WHAT THIS TASK INVOLVES:
Every line of the listing below should be written out exactly, minus its images.

LISTED ENTRIES:
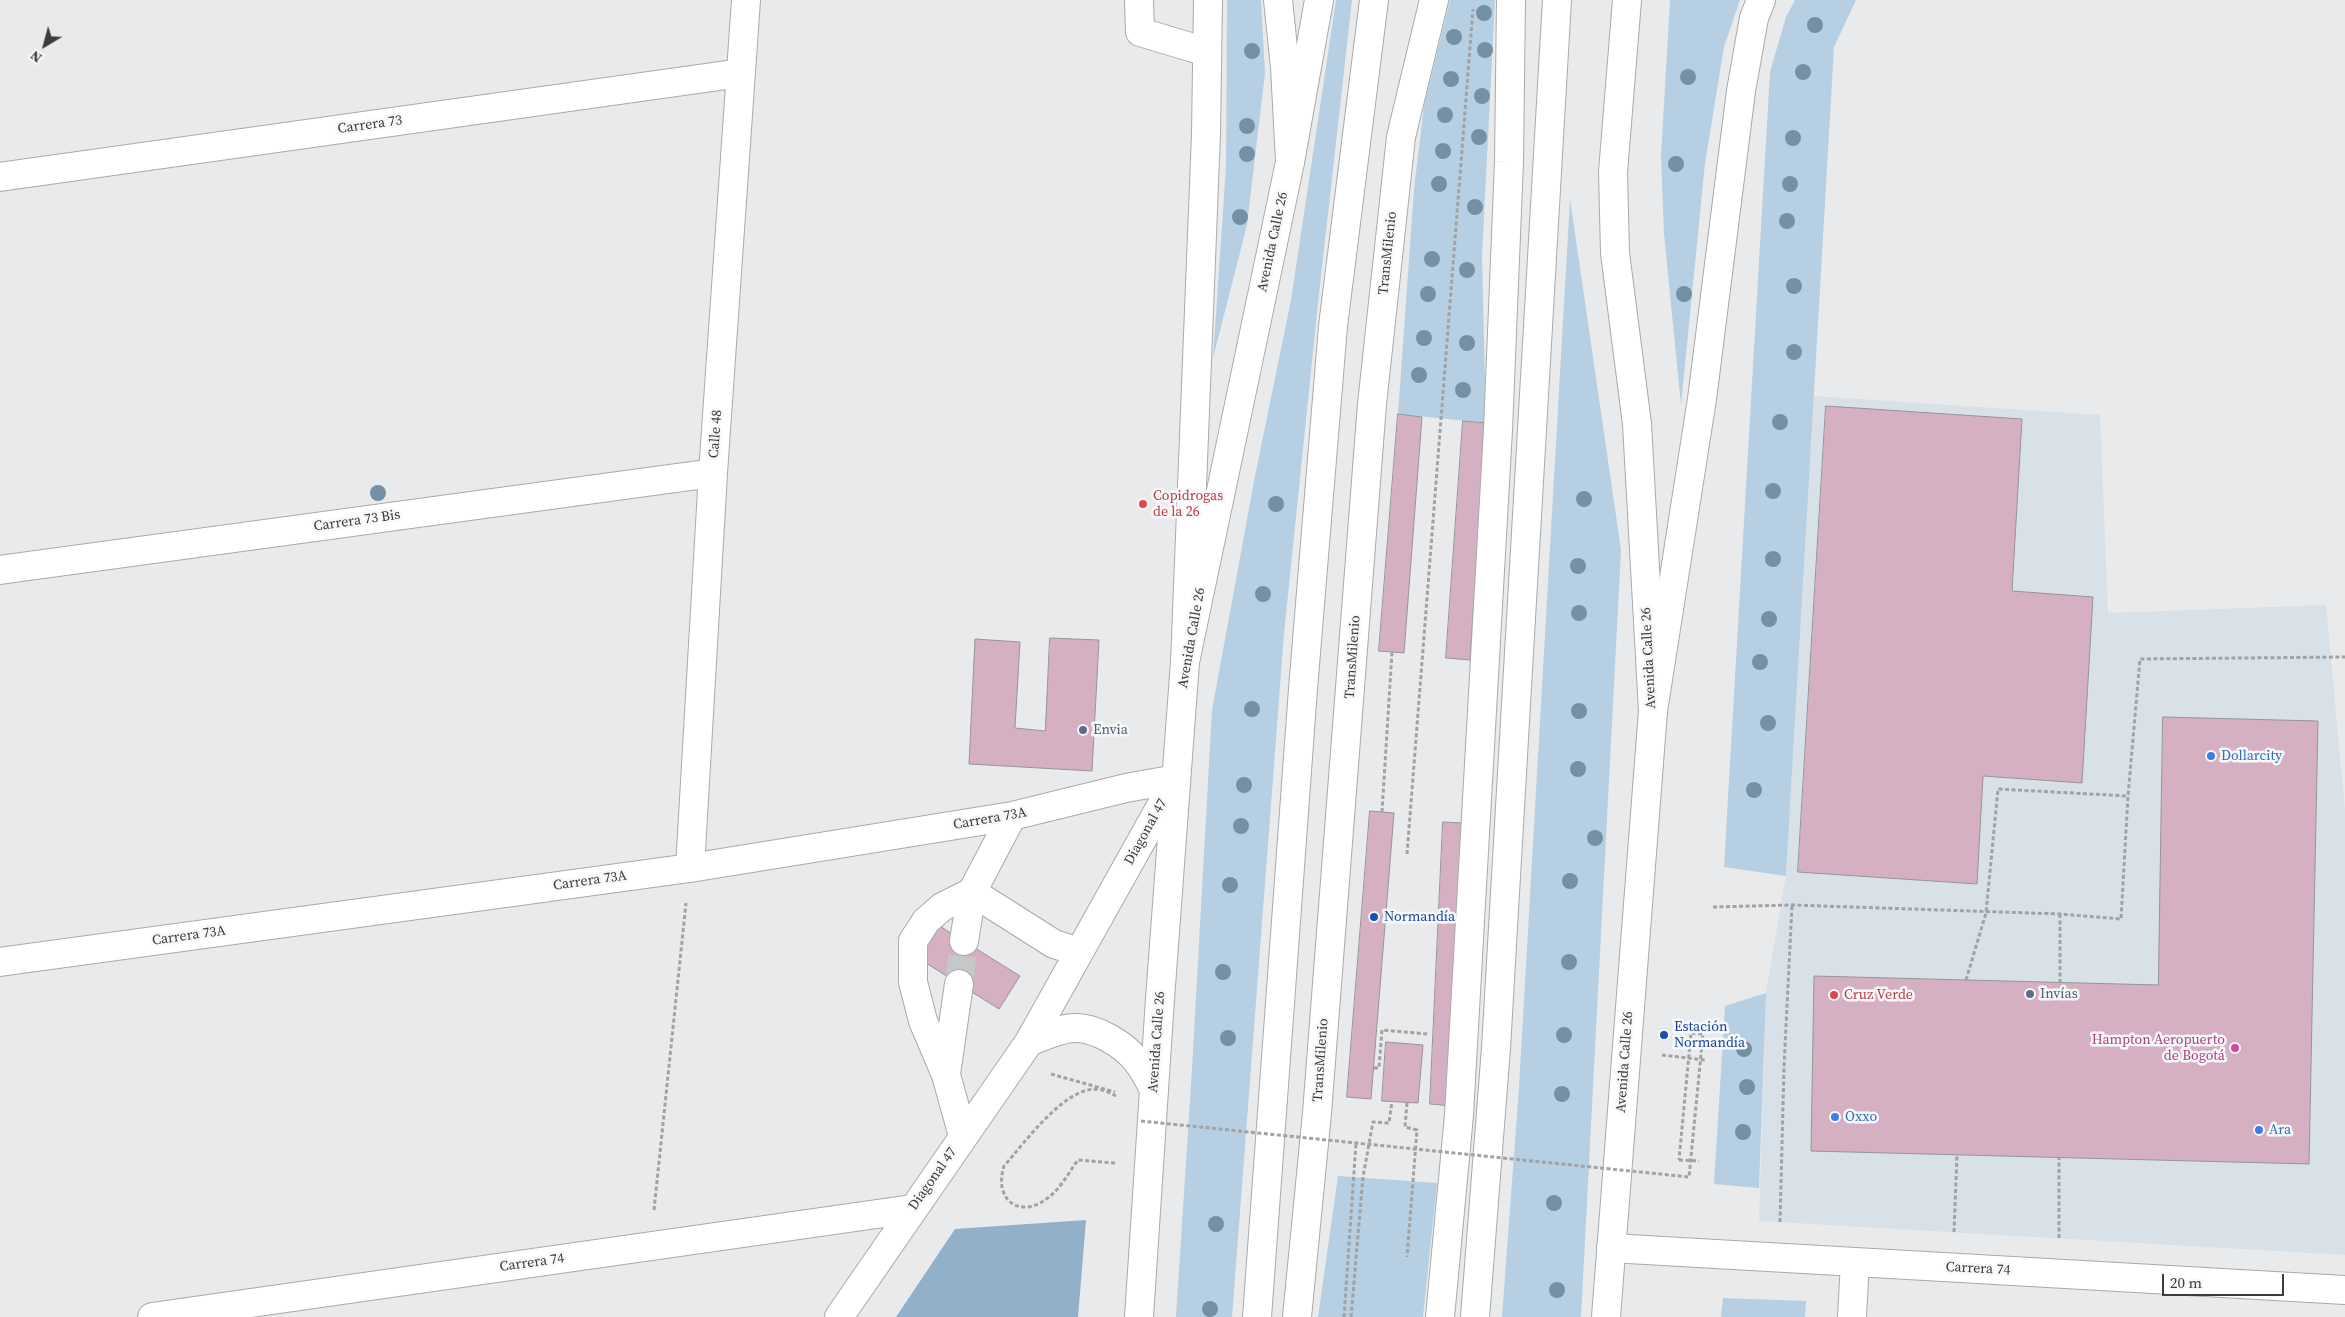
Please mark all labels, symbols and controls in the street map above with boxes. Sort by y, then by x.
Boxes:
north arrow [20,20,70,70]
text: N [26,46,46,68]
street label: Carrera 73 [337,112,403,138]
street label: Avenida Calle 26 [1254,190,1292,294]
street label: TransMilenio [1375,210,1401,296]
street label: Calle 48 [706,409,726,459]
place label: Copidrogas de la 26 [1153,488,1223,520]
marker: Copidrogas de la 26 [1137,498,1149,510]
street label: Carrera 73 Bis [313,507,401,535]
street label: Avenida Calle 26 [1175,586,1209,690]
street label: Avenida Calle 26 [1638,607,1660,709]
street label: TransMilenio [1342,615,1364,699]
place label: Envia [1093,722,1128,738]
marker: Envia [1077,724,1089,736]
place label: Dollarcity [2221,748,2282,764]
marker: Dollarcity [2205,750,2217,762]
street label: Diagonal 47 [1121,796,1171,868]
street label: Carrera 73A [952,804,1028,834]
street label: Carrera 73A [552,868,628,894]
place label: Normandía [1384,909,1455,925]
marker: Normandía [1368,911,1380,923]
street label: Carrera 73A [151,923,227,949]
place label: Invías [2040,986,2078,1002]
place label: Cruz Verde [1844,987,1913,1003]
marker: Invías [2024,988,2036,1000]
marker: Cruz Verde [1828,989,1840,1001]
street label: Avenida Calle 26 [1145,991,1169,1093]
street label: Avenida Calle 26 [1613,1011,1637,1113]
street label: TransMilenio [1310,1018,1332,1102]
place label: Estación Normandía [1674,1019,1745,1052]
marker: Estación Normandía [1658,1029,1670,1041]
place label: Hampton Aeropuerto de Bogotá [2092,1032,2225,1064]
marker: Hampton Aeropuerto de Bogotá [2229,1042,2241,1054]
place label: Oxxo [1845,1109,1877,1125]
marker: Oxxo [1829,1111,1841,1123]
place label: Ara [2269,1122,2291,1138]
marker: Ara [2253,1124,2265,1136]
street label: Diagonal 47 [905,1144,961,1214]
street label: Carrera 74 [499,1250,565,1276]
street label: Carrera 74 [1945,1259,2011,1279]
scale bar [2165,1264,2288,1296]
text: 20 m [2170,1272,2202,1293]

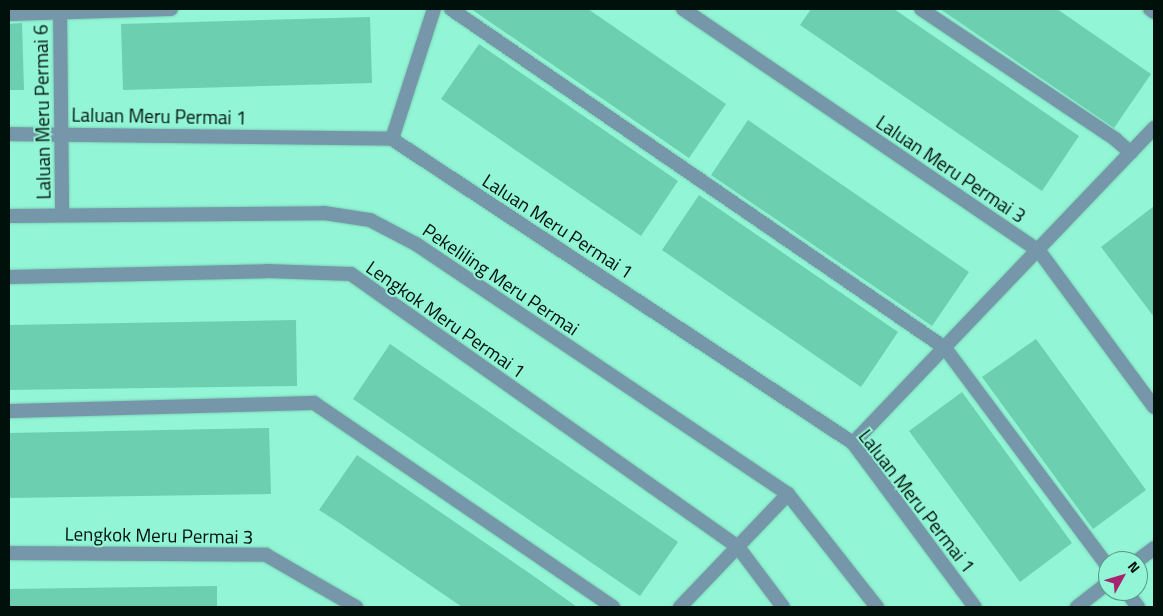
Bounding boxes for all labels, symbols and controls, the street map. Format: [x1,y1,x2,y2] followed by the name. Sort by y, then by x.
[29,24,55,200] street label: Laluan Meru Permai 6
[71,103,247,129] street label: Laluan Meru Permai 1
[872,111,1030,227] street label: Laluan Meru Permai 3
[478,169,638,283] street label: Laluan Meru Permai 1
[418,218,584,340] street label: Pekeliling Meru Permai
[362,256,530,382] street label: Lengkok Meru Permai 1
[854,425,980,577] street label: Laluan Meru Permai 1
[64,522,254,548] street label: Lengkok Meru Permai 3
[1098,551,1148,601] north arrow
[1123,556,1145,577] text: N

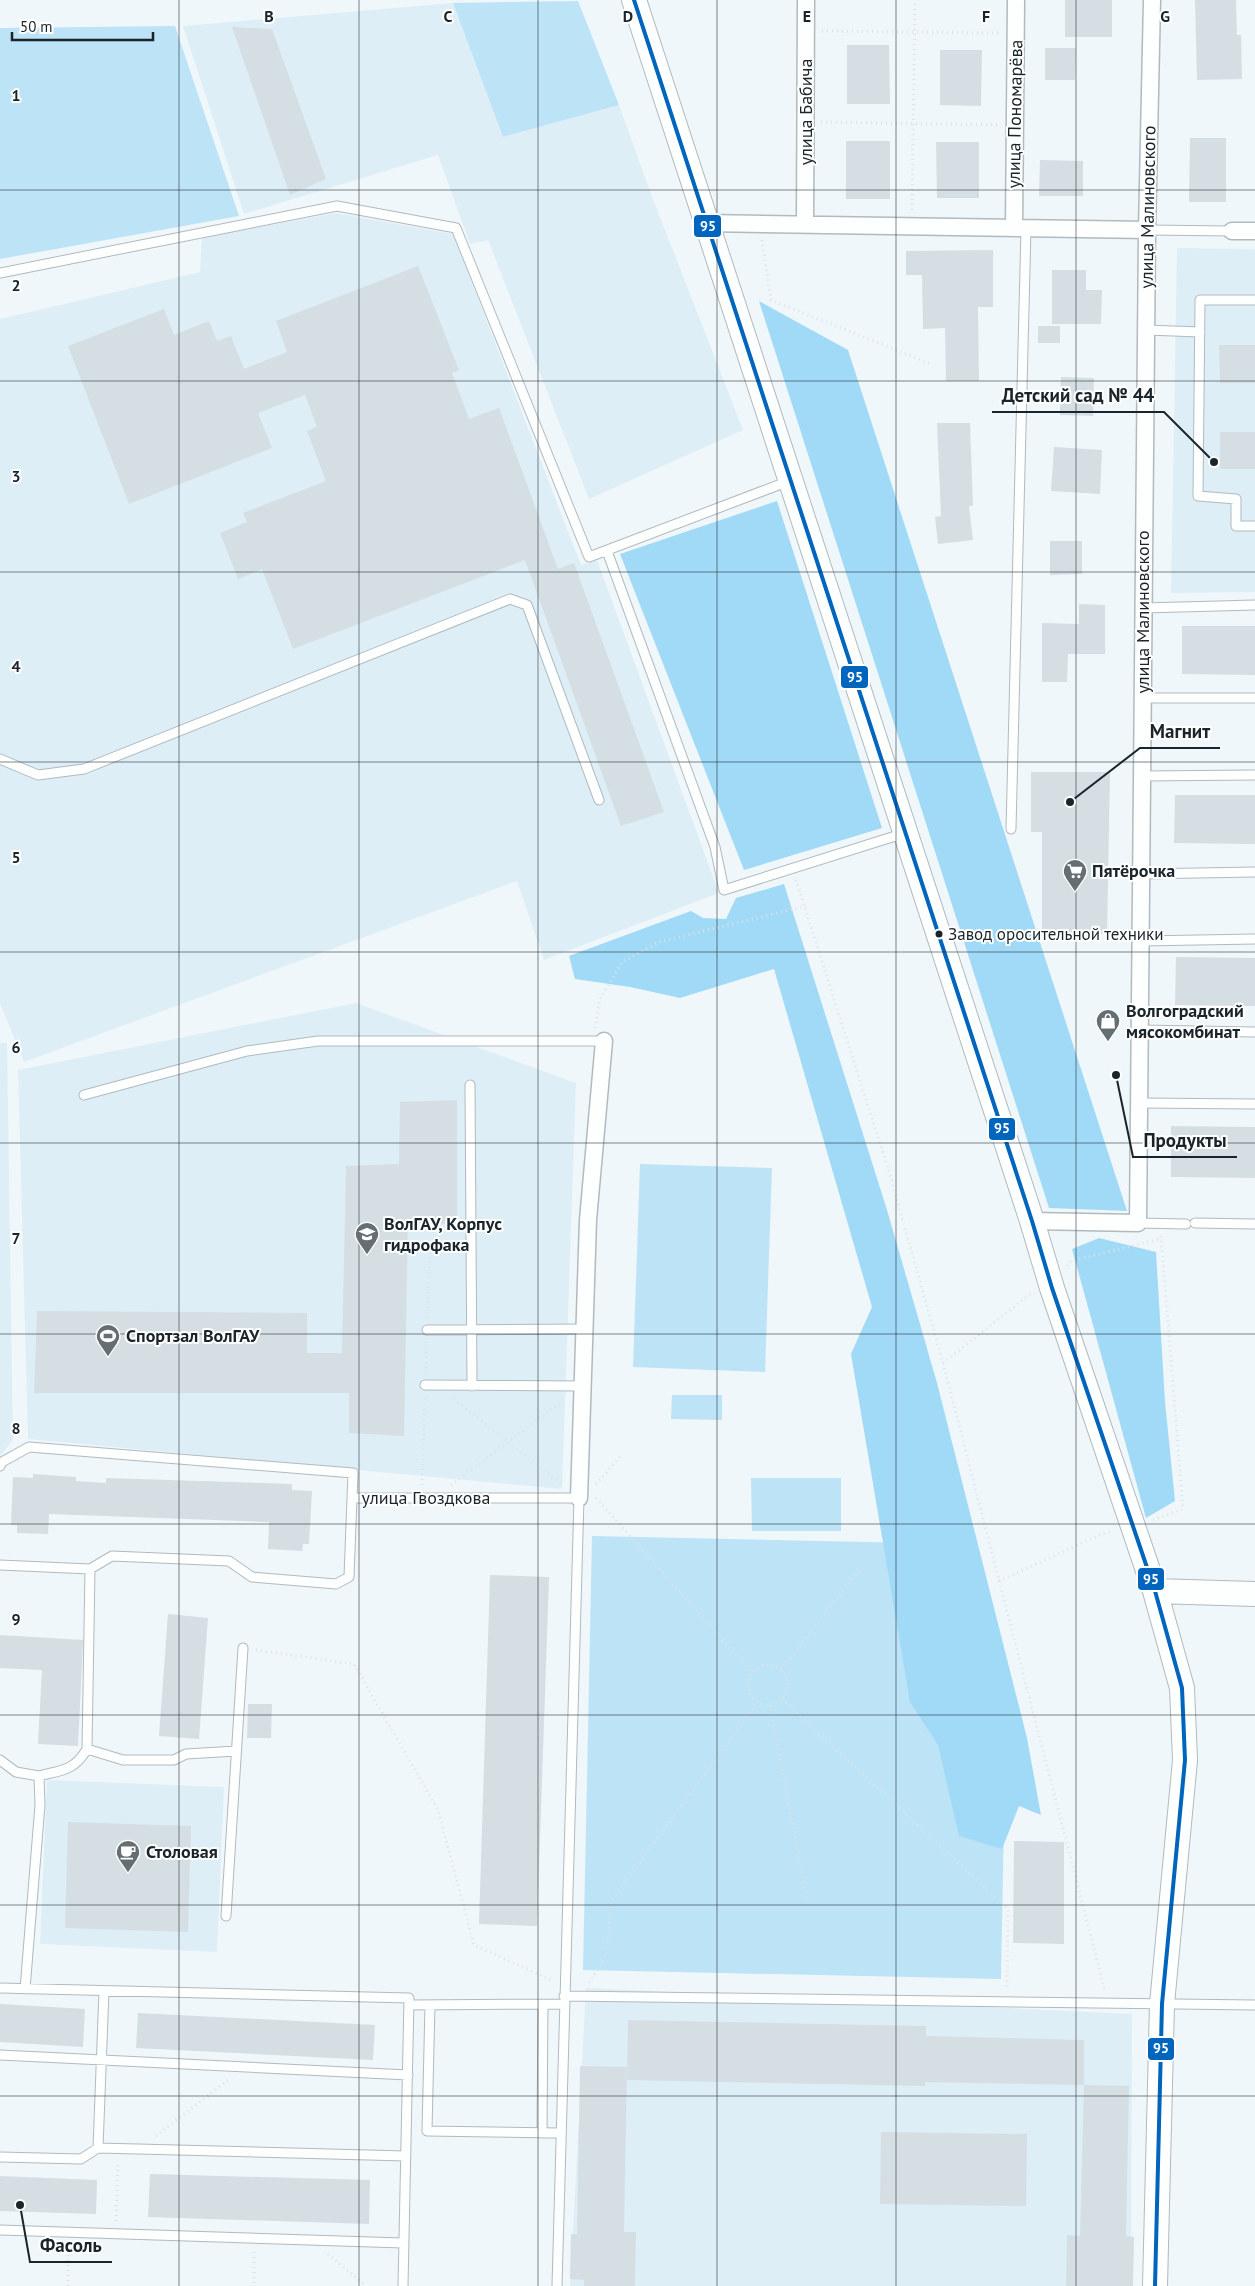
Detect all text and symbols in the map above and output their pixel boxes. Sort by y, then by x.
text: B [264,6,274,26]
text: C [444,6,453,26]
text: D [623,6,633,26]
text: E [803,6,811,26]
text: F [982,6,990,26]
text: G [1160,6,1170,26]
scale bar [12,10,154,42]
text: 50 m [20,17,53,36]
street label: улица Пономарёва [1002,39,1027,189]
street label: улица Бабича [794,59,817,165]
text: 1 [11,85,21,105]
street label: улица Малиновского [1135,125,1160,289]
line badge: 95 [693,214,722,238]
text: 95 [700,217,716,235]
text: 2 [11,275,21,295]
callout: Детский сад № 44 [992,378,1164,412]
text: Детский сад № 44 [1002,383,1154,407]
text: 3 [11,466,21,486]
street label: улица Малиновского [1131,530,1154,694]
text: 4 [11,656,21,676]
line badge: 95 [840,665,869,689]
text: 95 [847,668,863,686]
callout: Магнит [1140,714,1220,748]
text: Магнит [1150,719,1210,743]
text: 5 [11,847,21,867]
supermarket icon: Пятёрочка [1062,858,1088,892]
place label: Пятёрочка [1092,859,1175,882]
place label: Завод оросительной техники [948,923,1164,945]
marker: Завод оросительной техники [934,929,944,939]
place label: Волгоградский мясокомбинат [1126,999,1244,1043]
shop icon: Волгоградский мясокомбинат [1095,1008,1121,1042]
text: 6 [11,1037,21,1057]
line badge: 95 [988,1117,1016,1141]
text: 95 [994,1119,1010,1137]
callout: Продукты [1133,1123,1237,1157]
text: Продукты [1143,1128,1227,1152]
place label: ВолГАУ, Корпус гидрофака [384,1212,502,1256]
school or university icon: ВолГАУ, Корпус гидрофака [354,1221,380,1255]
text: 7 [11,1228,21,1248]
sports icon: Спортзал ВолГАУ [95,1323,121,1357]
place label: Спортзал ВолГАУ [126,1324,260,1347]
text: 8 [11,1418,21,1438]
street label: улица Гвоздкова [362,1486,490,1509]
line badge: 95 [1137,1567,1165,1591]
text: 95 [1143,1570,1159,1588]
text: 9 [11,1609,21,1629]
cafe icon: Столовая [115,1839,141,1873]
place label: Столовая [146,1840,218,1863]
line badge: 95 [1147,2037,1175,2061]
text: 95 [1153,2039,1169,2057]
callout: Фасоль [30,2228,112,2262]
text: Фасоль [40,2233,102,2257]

EXERCISE OUTPUT:
Please mark all labels, symbols and controls in the street map above with boxes. Sort by y, then by x.
Boxes:
north arrow [20,20,70,70]
text: N [26,46,46,68]
street label: Carrera 73 [337,112,403,138]
street label: Avenida Calle 26 [1254,190,1292,294]
street label: TransMilenio [1375,210,1401,296]
street label: Calle 48 [706,409,726,459]
place label: Copidrogas de la 26 [1153,488,1223,520]
marker: Copidrogas de la 26 [1137,498,1149,510]
street label: Carrera 73 Bis [313,507,401,535]
street label: Avenida Calle 26 [1175,586,1209,690]
street label: Avenida Calle 26 [1638,607,1660,709]
street label: TransMilenio [1342,615,1364,699]
place label: Envia [1093,722,1128,738]
marker: Envia [1077,724,1089,736]
place label: Dollarcity [2221,748,2282,764]
marker: Dollarcity [2205,750,2217,762]
street label: Diagonal 47 [1121,796,1171,868]
street label: Carrera 73A [952,804,1028,834]
street label: Carrera 73A [552,868,628,894]
place label: Normandía [1384,909,1455,925]
marker: Normandía [1368,911,1380,923]
street label: Carrera 73A [151,923,227,949]
place label: Invías [2040,986,2078,1002]
place label: Cruz Verde [1844,987,1913,1003]
marker: Invías [2024,988,2036,1000]
marker: Cruz Verde [1828,989,1840,1001]
street label: Avenida Calle 26 [1145,991,1169,1093]
street label: Avenida Calle 26 [1613,1011,1637,1113]
street label: TransMilenio [1310,1018,1332,1102]
place label: Estación Normandía [1674,1019,1745,1052]
marker: Estación Normandía [1658,1029,1670,1041]
place label: Hampton Aeropuerto de Bogotá [2092,1032,2225,1064]
marker: Hampton Aeropuerto de Bogotá [2229,1042,2241,1054]
place label: Oxxo [1845,1109,1877,1125]
marker: Oxxo [1829,1111,1841,1123]
place label: Ara [2269,1122,2291,1138]
marker: Ara [2253,1124,2265,1136]
street label: Diagonal 47 [905,1144,961,1214]
street label: Carrera 74 [499,1250,565,1276]
street label: Carrera 74 [1945,1259,2011,1279]
scale bar [2165,1264,2288,1296]
text: 20 m [2170,1272,2202,1293]

Bounding boxes for all labels, symbols and controls, the street map. Format: [x1,y1,x2,y2] followed by the name. Sort by y, then by x.
[29,24,55,200] street label: Laluan Meru Permai 6
[71,103,247,129] street label: Laluan Meru Permai 1
[872,111,1030,227] street label: Laluan Meru Permai 3
[478,169,638,283] street label: Laluan Meru Permai 1
[418,218,584,340] street label: Pekeliling Meru Permai
[362,256,530,382] street label: Lengkok Meru Permai 1
[854,425,980,577] street label: Laluan Meru Permai 1
[64,522,254,548] street label: Lengkok Meru Permai 3
[1098,551,1148,601] north arrow
[1123,556,1145,577] text: N

Detect all text and symbols in the map above and output their pixel boxes. Sort by y, then by x.
text: B [264,6,274,26]
text: C [444,6,453,26]
text: D [623,6,633,26]
text: E [803,6,811,26]
text: F [982,6,990,26]
text: G [1160,6,1170,26]
scale bar [12,10,154,42]
text: 50 m [20,17,53,36]
street label: улица Пономарёва [1002,39,1027,189]
street label: улица Бабича [794,59,817,165]
text: 1 [11,85,21,105]
street label: улица Малиновского [1135,125,1160,289]
line badge: 95 [693,214,722,238]
text: 95 [700,217,716,235]
text: 2 [11,275,21,295]
callout: Детский сад № 44 [992,378,1164,412]
text: Детский сад № 44 [1002,383,1154,407]
text: 3 [11,466,21,486]
street label: улица Малиновского [1131,530,1154,694]
text: 4 [11,656,21,676]
line badge: 95 [840,665,869,689]
text: 95 [847,668,863,686]
callout: Магнит [1140,714,1220,748]
text: Магнит [1150,719,1210,743]
text: 5 [11,847,21,867]
supermarket icon: Пятёрочка [1062,858,1088,892]
place label: Пятёрочка [1092,859,1175,882]
place label: Завод оросительной техники [948,923,1164,945]
marker: Завод оросительной техники [934,929,944,939]
place label: Волгоградский мясокомбинат [1126,999,1244,1043]
shop icon: Волгоградский мясокомбинат [1095,1008,1121,1042]
text: 6 [11,1037,21,1057]
line badge: 95 [988,1117,1016,1141]
text: 95 [994,1119,1010,1137]
callout: Продукты [1133,1123,1237,1157]
text: Продукты [1143,1128,1227,1152]
place label: ВолГАУ, Корпус гидрофака [384,1212,502,1256]
school or university icon: ВолГАУ, Корпус гидрофака [354,1221,380,1255]
text: 7 [11,1228,21,1248]
sports icon: Спортзал ВолГАУ [95,1323,121,1357]
place label: Спортзал ВолГАУ [126,1324,260,1347]
text: 8 [11,1418,21,1438]
street label: улица Гвоздкова [362,1486,490,1509]
line badge: 95 [1137,1567,1165,1591]
text: 95 [1143,1570,1159,1588]
text: 9 [11,1609,21,1629]
cafe icon: Столовая [115,1839,141,1873]
place label: Столовая [146,1840,218,1863]
line badge: 95 [1147,2037,1175,2061]
text: 95 [1153,2039,1169,2057]
callout: Фасоль [30,2228,112,2262]
text: Фасоль [40,2233,102,2257]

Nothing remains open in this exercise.